The Africa Startup League gives young business people in Africa the opportunity to demonstrate their skills and innovations, while facilitating a more effective strategy for addressing Africa’s challenges and increasing the size and viability of their own companies.
Mr. Aly Ramji, the Co-Founder and Managing Editor of Web3Africa.news and key partner in the Africa Startup League
“The hope is that the ASL (Africa Startup League), will create an enabling environment for young African entrepreneurs to take part of this unique competition, because the startup ecosystem in Africa is not well linked. Founders often do not have access to the support, guidance, openings, and information sharing that are essential to their continued existence,” he added.
According to an article by Making Finance Work for Africa, East Africa accounts for 23 per cent of the funds raised by African startups since 2019. Kenyan startups attracted most of those funds or some US$1.9 billion in two years and a half.
Most of the US$2.3 billion (84 per cent) was raised by Kenyan startups. Tanzania and Uganda were the other two East African markets to attract more than US$100 million in total funding during the period. “Combined, the three countries leave very little room to their neighbors, with 96 per cent of all the funding raised in the region since 2019,” the platform added.
In the past 2.5 years, East Africa has captured nearly a quarter of all the funds raised on the continent. In 2019, they raised US$255 million, US$646 million in 2020, US$571 million in 2021, and US$845 million from January to May 31, 2022.
According to the venture capital tracking publication Africa: The Big Deal, Africa was the only continent to record a positive growth venture capital deal value in 2022. However, Nigeria and South Africa, the continent’s two biggest Venture Capital markets, both recorded negative growth trajectories.
During the period, Tanzanian startups raised over US$152 million against about US$125 million for Ugandans. Ethiopia, Rwanda, and Sudan were the underdogs with respectively US$46 million, US$23 million, and US$6 million raised.
According to an article by Chim Reports, Uganda was, in 2015, named the world’s most entrepreneurial country by the B2B Marketplace Approved Index. However, the smiles quickly faded when it emerged that more than 50 per cent of the country’s start-ups do not see their first anniversary.
Comparison of venture capital activity in Africa between 2021 and 2022 from Africa:The Big Deal. [Photo/ Tech Cabal]
South Africa’s venture capital funding activity decreased by almost 47 per cent as of December 1, 2022, from over US$1 billion in funding in 2021 to about US$500 million in 2022.

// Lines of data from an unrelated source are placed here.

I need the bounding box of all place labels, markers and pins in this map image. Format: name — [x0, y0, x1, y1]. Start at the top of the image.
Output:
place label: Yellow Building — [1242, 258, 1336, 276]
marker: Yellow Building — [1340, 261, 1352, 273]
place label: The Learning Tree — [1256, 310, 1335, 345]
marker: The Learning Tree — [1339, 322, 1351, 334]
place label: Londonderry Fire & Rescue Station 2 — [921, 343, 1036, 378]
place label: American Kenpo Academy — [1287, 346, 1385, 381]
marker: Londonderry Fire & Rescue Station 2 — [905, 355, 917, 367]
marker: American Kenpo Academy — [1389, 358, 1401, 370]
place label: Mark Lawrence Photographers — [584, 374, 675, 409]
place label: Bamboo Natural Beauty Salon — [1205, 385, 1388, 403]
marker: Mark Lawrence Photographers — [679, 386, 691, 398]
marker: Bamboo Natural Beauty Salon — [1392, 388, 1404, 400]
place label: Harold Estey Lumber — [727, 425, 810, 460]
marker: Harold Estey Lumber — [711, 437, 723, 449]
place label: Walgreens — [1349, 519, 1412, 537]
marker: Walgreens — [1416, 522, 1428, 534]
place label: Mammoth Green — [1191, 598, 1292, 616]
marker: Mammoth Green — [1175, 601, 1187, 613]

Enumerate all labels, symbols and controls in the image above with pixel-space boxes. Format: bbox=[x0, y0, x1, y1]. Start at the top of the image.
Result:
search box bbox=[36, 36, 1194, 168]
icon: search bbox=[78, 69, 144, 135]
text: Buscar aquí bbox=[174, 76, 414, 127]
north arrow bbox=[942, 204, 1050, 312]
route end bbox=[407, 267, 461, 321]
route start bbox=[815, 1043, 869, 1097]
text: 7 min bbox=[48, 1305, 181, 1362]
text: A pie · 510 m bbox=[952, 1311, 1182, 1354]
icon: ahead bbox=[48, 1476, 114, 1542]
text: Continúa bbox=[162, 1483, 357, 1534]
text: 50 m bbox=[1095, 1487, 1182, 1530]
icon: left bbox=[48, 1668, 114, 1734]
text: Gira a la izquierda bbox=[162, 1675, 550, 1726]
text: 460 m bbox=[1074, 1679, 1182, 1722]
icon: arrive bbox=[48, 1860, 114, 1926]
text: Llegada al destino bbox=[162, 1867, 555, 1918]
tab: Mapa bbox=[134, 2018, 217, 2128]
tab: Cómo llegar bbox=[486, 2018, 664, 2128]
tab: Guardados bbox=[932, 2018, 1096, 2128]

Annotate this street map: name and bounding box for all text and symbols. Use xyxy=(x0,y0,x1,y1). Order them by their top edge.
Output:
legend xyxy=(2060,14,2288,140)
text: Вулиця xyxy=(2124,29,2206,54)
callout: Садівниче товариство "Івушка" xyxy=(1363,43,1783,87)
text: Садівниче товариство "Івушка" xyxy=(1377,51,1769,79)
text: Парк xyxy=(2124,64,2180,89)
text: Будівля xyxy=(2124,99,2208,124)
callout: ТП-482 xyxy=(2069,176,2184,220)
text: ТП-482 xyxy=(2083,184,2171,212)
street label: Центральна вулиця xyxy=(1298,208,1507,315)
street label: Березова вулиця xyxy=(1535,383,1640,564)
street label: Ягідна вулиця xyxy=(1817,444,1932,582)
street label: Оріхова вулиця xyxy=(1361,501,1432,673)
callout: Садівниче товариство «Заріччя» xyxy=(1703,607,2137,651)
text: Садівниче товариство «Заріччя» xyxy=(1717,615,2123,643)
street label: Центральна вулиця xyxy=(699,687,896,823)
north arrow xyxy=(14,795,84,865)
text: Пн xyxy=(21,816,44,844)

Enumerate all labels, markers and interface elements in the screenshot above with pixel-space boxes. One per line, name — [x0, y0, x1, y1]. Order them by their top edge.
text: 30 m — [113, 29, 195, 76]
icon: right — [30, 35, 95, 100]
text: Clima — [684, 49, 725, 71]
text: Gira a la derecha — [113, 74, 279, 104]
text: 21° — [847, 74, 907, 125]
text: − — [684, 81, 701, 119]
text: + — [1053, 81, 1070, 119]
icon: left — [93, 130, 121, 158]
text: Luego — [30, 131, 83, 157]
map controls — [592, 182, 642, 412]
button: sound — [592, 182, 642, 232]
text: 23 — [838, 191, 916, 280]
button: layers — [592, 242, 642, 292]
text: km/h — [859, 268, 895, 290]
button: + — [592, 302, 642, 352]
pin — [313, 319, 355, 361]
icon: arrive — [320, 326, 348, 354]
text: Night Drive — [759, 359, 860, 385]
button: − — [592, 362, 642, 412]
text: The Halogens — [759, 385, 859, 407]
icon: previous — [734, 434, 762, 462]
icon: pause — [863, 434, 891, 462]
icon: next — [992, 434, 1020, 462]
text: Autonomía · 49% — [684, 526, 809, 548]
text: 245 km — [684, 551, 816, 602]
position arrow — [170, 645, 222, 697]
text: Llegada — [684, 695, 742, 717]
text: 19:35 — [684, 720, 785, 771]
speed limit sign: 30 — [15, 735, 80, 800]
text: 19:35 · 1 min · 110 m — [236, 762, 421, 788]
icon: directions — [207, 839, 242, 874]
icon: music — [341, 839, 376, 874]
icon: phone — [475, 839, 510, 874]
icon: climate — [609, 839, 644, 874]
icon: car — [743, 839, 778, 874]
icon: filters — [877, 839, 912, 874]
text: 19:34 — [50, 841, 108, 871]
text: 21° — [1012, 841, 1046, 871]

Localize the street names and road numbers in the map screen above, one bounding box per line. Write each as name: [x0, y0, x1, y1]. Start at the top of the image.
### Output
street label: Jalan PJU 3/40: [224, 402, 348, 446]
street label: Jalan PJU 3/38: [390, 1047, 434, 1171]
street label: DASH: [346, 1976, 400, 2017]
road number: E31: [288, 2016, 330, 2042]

Another interesting trend in South Africa’s venture capital sector in 2022 has been the upward tick in racial and gender diversity in fundraising.
“Of the deals that we have tracked this year, 45 per cent of funding went to founding teams with at least one non-white founder. Similarly, close to 20 per cent of funded startups had at least one female co-founder. That’s not nearly close to parity, but it is a promising improvement on past performance. Reducing bias and improving diversity in investment allocation is shifting in priority for global and local investors,” said Mathew Marsden, co-founder of funding insights platform, dealbase.africa.
Keet van Zyl, co-founder and partner at Cape Town-based venture capital firm Knife Capital, the South African VC ecosystem is likely to see increased fundraising in 2023 for startups that are solving meaningful problems and an increase in the buy-out of VCs and angel investors to facilitate exits and bring liquidity into the market.